I want to find number of times a word appears in a string in a fast and efficient way using Java.
我希望使用Java以快速有效的方式查找单词出现在字符串中的次数。
The words are separated by space and I am looking for complete words.
这些单词是由空格分隔的,我正在寻找完整的单词。
Example:
string: "the colored port should be black or white or brown"
word: "or"
output: 2
for the above example, "colored" and "port" are not counted, but "or" is counted.
对于上面的例子,“有色”和“端口”不计算在内,但计算“或”。
I considered using substring() and contains() and iterating over the string. But then we need to check for the surrounding spaces which I suppose is not efficient. Also StringUtils.countMatches() is not efficient.
我考虑使用substring()和contains()并迭代字符串。但是我们需要检查周围的空间,我认为这些空间效率不高。 StringUtils.countMatches()也没有效率。
The best way I tried is splitting the string over space and iterating over the words, and then matching them against the given word:
我尝试过的最好方法是将字符串拆分到空格上并迭代单词,然后将它们与给定单词进行匹配:
String string = "the colored port should be black or white or brown";
String[] words = string.split(" ");
String word = "or";
int occurrences = 0;
for (int i=0; i<words.length; i++)
if (words[i].equals(word))
occurrences++;
System.out.println(occurrences);
But I am expecting some efficient way using Matcher and regex.
但我期待使用Matcher和regex的一些有效方法。
So I tested the following code:
所以我测试了以下代码:
String string1 = "the colored port should be black or white or brown or";
//String string2 = "the color port should be black or white or brown or";
String word = "or";
Pattern pattern = Pattern.compile("\\s(" + word + ")|\\s(" + word + ")|(" + word + ")\\s");
Matcher matcher = pattern.matcher(string1);
//Matcher matcher = pattern.matcher(string2);
int count = 0;
while (matcher.find()){
match=matcher.group();
count++;
}
System.out.println("The word \"" + word + "\" is mentioned " + count + " times.");
It is supposed to be fast enough, and gives me the right answer for string1, but not for string2 (commented).
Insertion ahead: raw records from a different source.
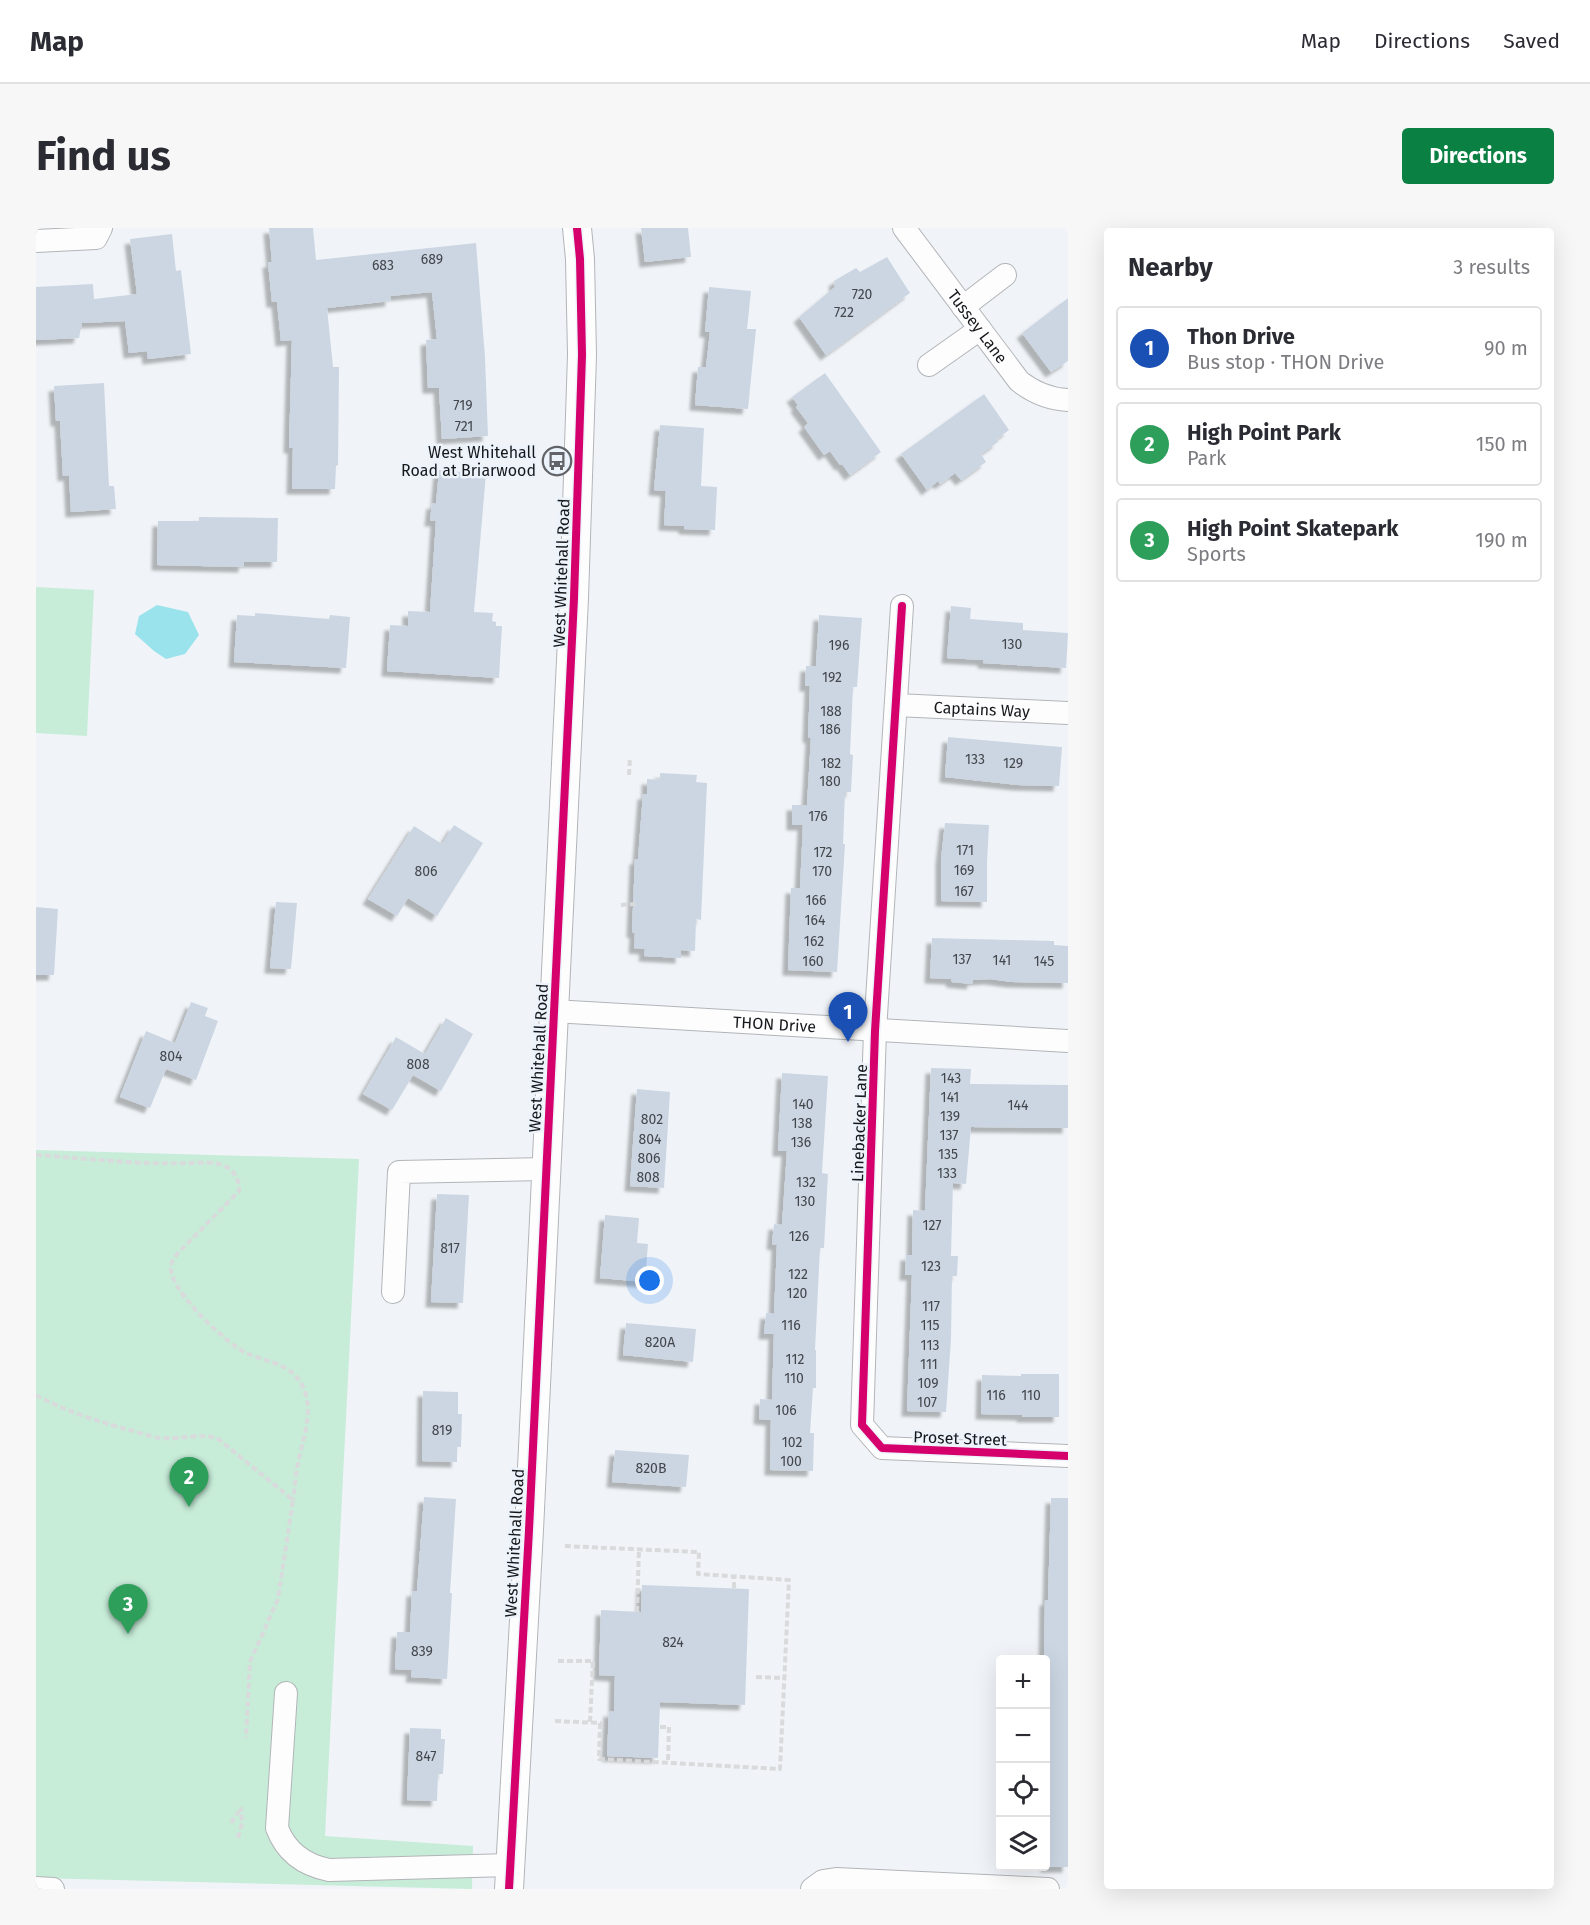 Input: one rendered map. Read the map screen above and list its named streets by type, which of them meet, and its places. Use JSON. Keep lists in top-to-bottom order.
{
  "streets": {
    "main road": ["West Whitehall Road"],
    "street": [
      "Tussey Lane",
      "Captains Way",
      "THON Drive",
      "Linebacker Lane",
      "Proset Street"
    ]
  },
  "crossings": [
    ["West Whitehall Road", "THON Drive"],
    ["Captains Way", "Linebacker Lane"],
    ["THON Drive", "Linebacker Lane"],
    ["Linebacker Lane", "Proset Street"]
  ],
  "places": {
    "bus stop": ["West Whitehall Road at Briarwood"]
  },
  "house_numbers": [
    "689",
    "683",
    "720",
    "722",
    "719",
    "721",
    "130",
    "196",
    "192",
    "188",
    "186",
    "133",
    "182",
    "129",
    "180",
    "176",
    "171",
    "172",
    "169",
    "806",
    "170",
    "167",
    "166",
    "164",
    "162",
    "137",
    "141",
    "160",
    "145",
    "804",
    "808",
    "143",
    "141",
    "140",
    "144",
    "139",
    "802",
    "138",
    "137",
    "804",
    "136",
    "135",
    "806",
    "133",
    "808",
    "132",
    "130",
    "127",
    "126",
    "817",
    "123",
    "122",
    "120",
    "117",
    "116",
    "115",
    "820A",
    "113",
    "112",
    "111",
    "110",
    "109",
    "116",
    "110",
    "107",
    "106",
    "819",
    "102",
    "100",
    "820B",
    "824",
    "839",
    "847"
  ],
  "page": {
    "header": "Map",
    "nav": ["Map", "Directions", "Saved"],
    "buttons": "Directions",
    "title": "Find us",
    "heading": ["Nearby", "3 results"],
    "list": [
      {
        "mark": "1",
        "name": "Thon Drive",
        "note": "Bus stop · THON Drive",
        "value": "90 m"
      },
      {
        "mark": "2",
        "name": "High Point Park",
        "note": "Park",
        "value": "150 m"
      },
      {
        "mark": "3",
        "name": "High Point Skatepark",
        "note": "Sports",
        "value": "190 m"
      }
    ],
    "pins": ["1", "2", "3"],
    "map_buttons": ["+", "−"]
  }
} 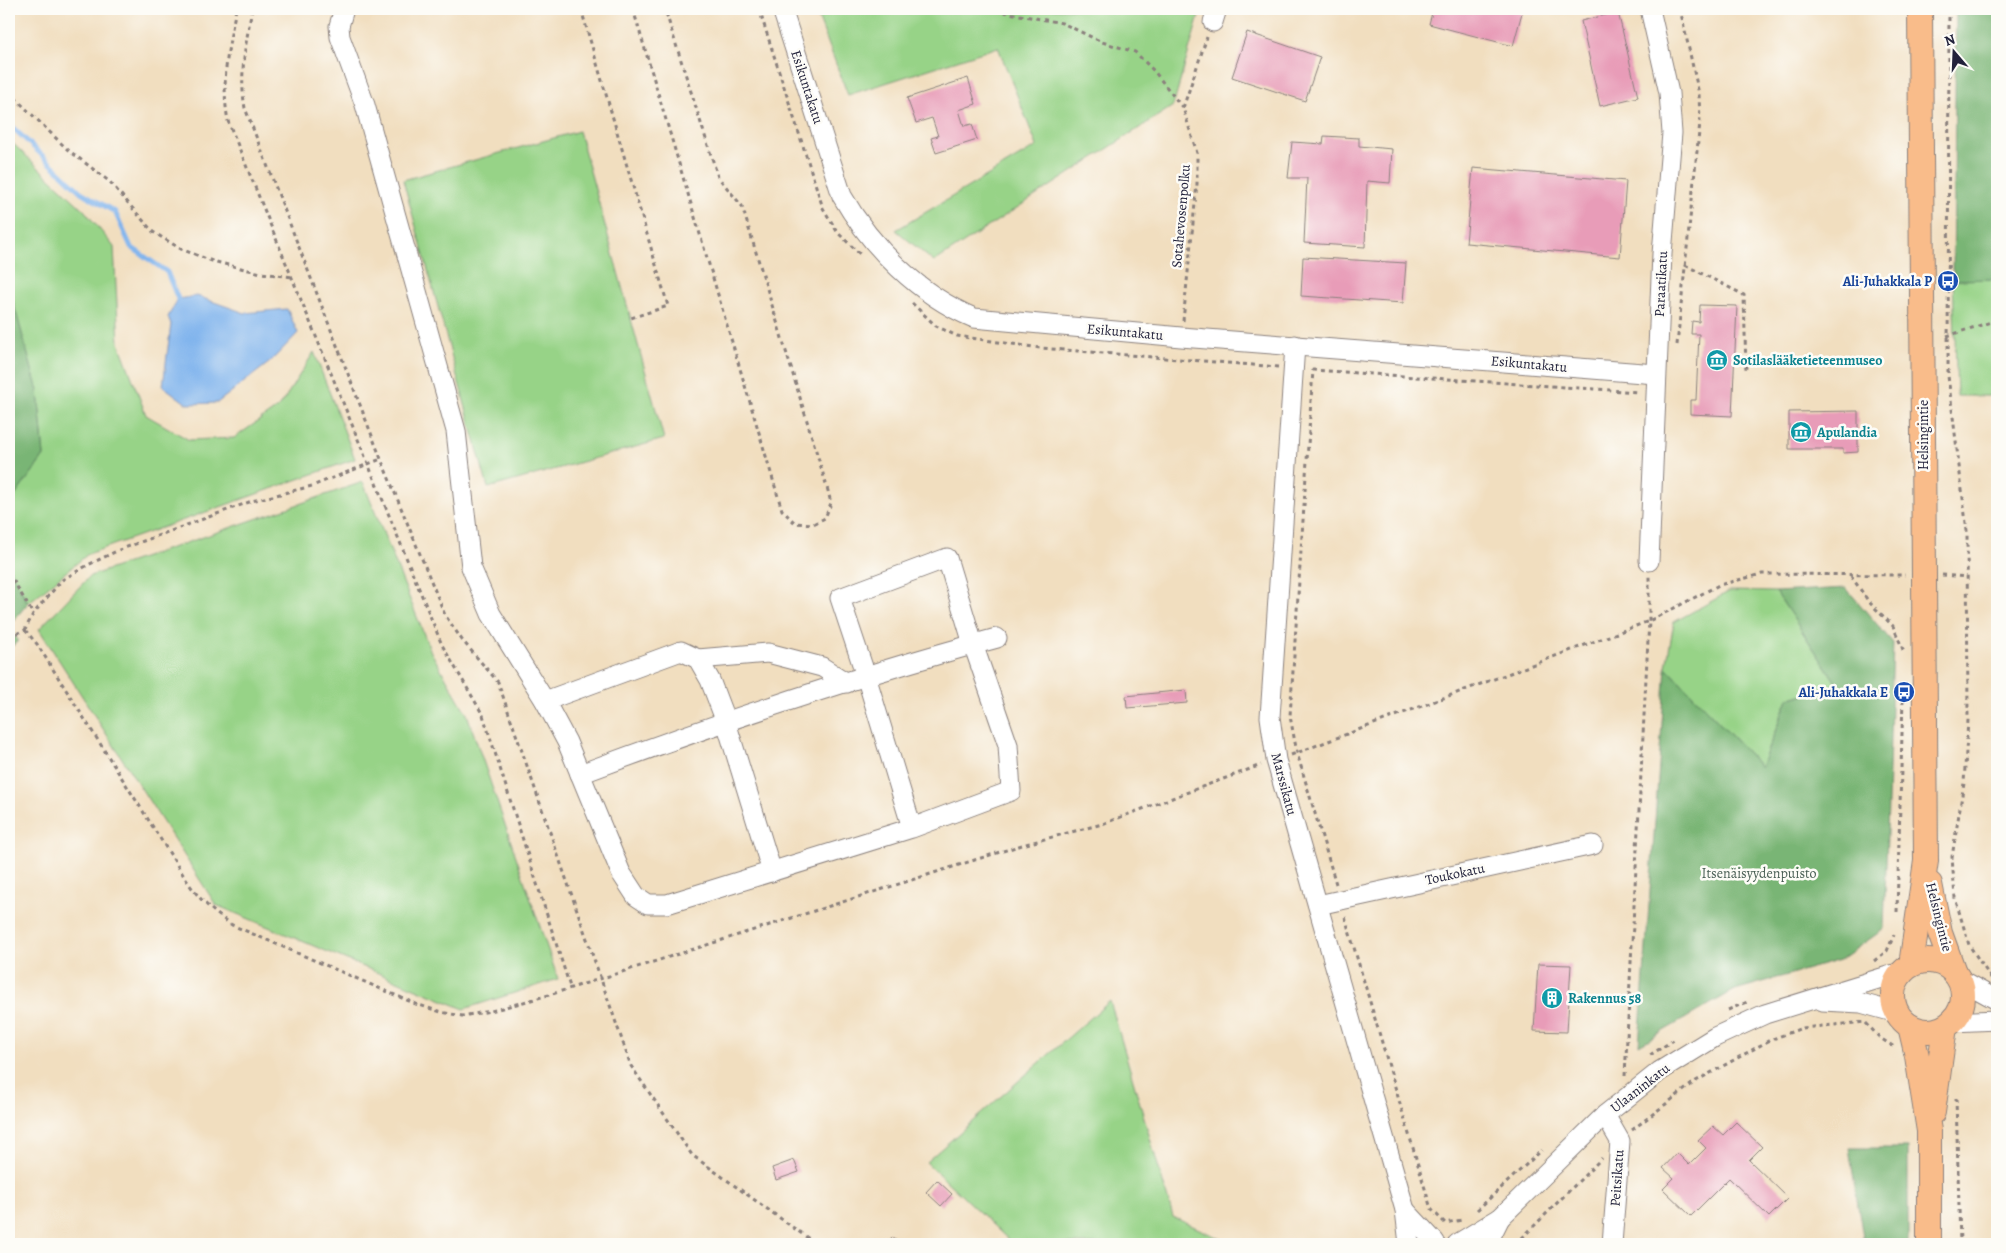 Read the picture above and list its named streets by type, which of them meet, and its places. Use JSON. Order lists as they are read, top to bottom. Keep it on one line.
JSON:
{"streets":{"main road":["Helsingintie"],"street":["Esikuntakatu","Paraatikatu","Marssikatu","Toukokatu","Ulaaninkatu","Peitsikatu"],"path":["Sotahevosenpolku"]},"crossings":[["Esikuntakatu","Sotahevosenpolku"],["Esikuntakatu","Paraatikatu"],["Esikuntakatu","Marssikatu"],["Helsingintie","Ulaaninkatu"],["Marssikatu","Toukokatu"],["Ulaaninkatu","Peitsikatu"]],"parks":["Itsenäisyydenpuisto"],"places":{"bus stop":["Ali-Juhakkala P","Ali-Juhakkala E"],"museum":["Sotilaslääketieteenmuseo","Apulandia"],"building":["Rakennus 58"]},"north":"top"}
There seems to need a little change in the regex.
它应该足够快,并给我正确的string1答案,但不是string2(评论)。正则表达式似乎需要稍微改变一下。
Any ideas?
3 个解决方案
#1
0
public class Test {
public static void main(String[] args) {
String str= "the colored port should be black or white or brown";
Pattern pattern = Pattern.compile(" or ");
Matcher matcher = pattern.matcher(str);
int count = 0;
while (matcher.find())
count++;
System.out.println(count);
}
}
#2
0
How about this? Assuming word wont have spaces.
这个怎么样?假设单词不会有空格。
string.split("\\s"+word+"\\s").length - 1;
#3
0
I experimented and evaluated three answers; split based and Matcher based (as mentioned in the question), and Collections.frequency() based (as mentioned in a comment above by @4castle). Each time I measured the total time in a loop repeated 10 million times. As a result, the split based answer tends to be the most efficient way:
我试验并评估了三个答案;基于分裂和基于匹配器(在问题中提到)和基于Collections.frequency()(如上面的评论中提到的@ 4castle)。每次我测量循环中的总时间重复1000万次。因此,基于拆分的答案往往是最有效的方式:
String string = "the colored port should be black or white or brown";
String[] words = string.split(" ");
String word = "or";
int occurrences = 0;
for (int i=0; i<words.length; i++)
if (words[i].equals(word))
occurrences++;
System.out.println(occurrences);
Then there is Collections.frequency() based answer with a little longer running time (~5% slower):
然后有基于Collections.frequency()的答案,运行时间稍长(慢约5%):
String string = "the colored port should be black or white or brown or";
String word = "or";
int count = Collections.frequency(Arrays.asList(string.split(" ")), word);
System.out.println("The word \"" + word + "\" is mentioned " + count + " times.");
The Matcher based solution (mentioned in the question) is a lot slower (~5 times more running time).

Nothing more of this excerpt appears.